[Opening SUPPLIED RECORDS section]
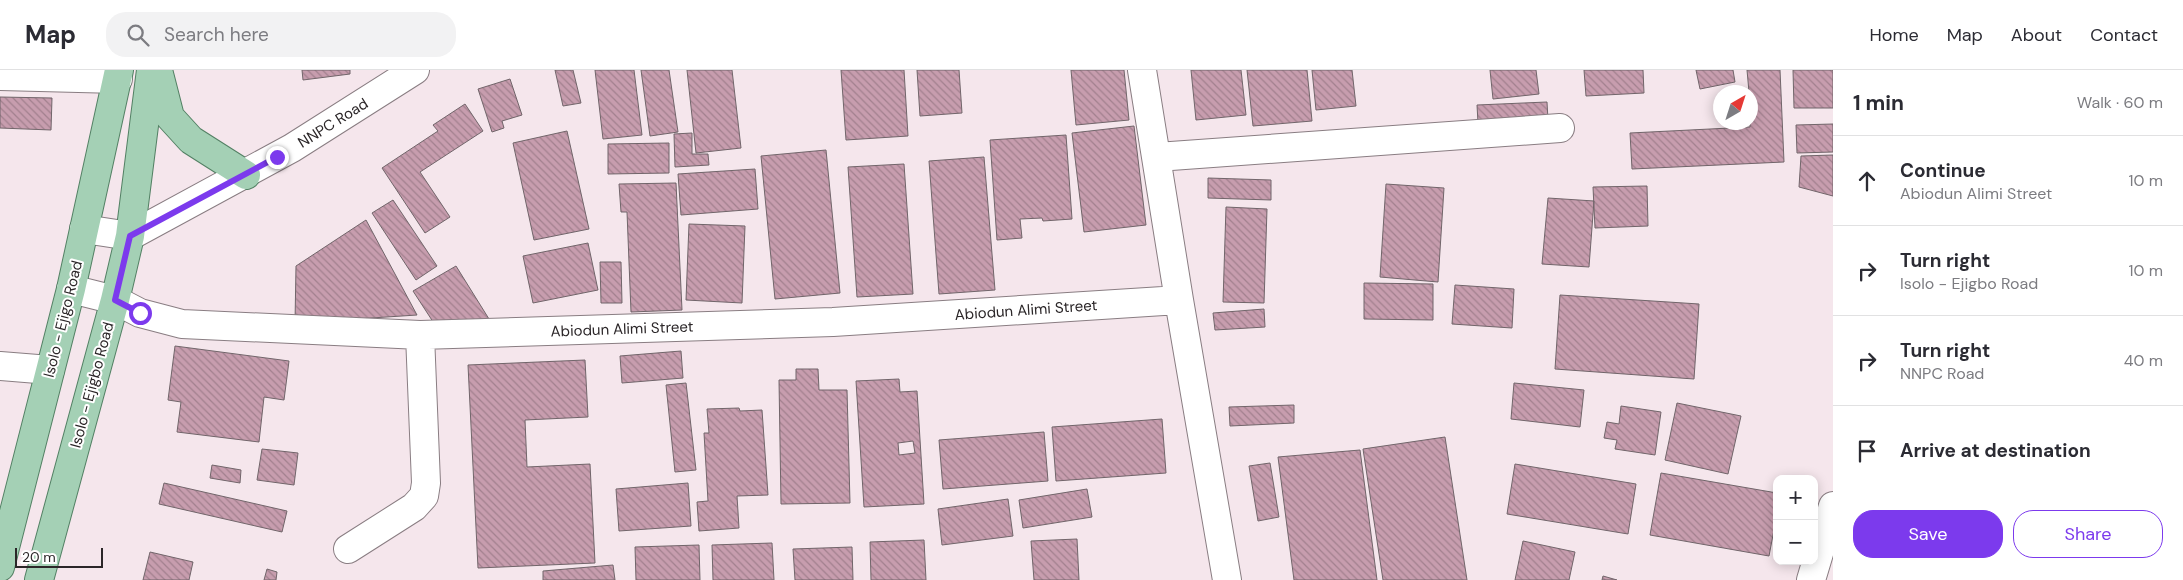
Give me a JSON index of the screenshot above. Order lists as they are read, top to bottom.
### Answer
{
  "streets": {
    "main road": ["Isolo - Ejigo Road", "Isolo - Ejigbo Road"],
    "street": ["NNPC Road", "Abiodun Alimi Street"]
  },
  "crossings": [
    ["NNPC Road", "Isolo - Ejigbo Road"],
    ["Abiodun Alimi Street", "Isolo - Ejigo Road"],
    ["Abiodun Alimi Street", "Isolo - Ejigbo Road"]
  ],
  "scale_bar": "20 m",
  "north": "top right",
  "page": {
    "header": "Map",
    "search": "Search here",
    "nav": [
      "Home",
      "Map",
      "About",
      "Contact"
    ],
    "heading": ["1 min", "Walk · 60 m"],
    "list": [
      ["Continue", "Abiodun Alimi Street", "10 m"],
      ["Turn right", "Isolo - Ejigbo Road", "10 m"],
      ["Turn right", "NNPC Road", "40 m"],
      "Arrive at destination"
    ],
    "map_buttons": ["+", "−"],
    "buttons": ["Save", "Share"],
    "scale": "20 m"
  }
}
[Closing SUPPLIED RECORDS section]
WHAT NEEDS TO BE DONE:
Take every record and copy it word for word, dropping the pictures.

SOLVED EXERCISE:
Give me a JSON index of the screenshot above. Order lists as they are read, top to bottom.
### Answer
{
  "streets": {
    "main road": ["Isolo - Ejigo Road", "Isolo - Ejigbo Road"],
    "street": ["NNPC Road", "Abiodun Alimi Street"]
  },
  "crossings": [
    ["NNPC Road", "Isolo - Ejigbo Road"],
    ["Abiodun Alimi Street", "Isolo - Ejigo Road"],
    ["Abiodun Alimi Street", "Isolo - Ejigbo Road"]
  ],
  "scale_bar": "20 m",
  "north": "top right",
  "page": {
    "header": "Map",
    "search": "Search here",
    "nav": [
      "Home",
      "Map",
      "About",
      "Contact"
    ],
    "heading": ["1 min", "Walk · 60 m"],
    "list": [
      ["Continue", "Abiodun Alimi Street", "10 m"],
      ["Turn right", "Isolo - Ejigbo Road", "10 m"],
      ["Turn right", "NNPC Road", "40 m"],
      "Arrive at destination"
    ],
    "map_buttons": ["+", "−"],
    "buttons": ["Save", "Share"],
    "scale": "20 m"
  }
}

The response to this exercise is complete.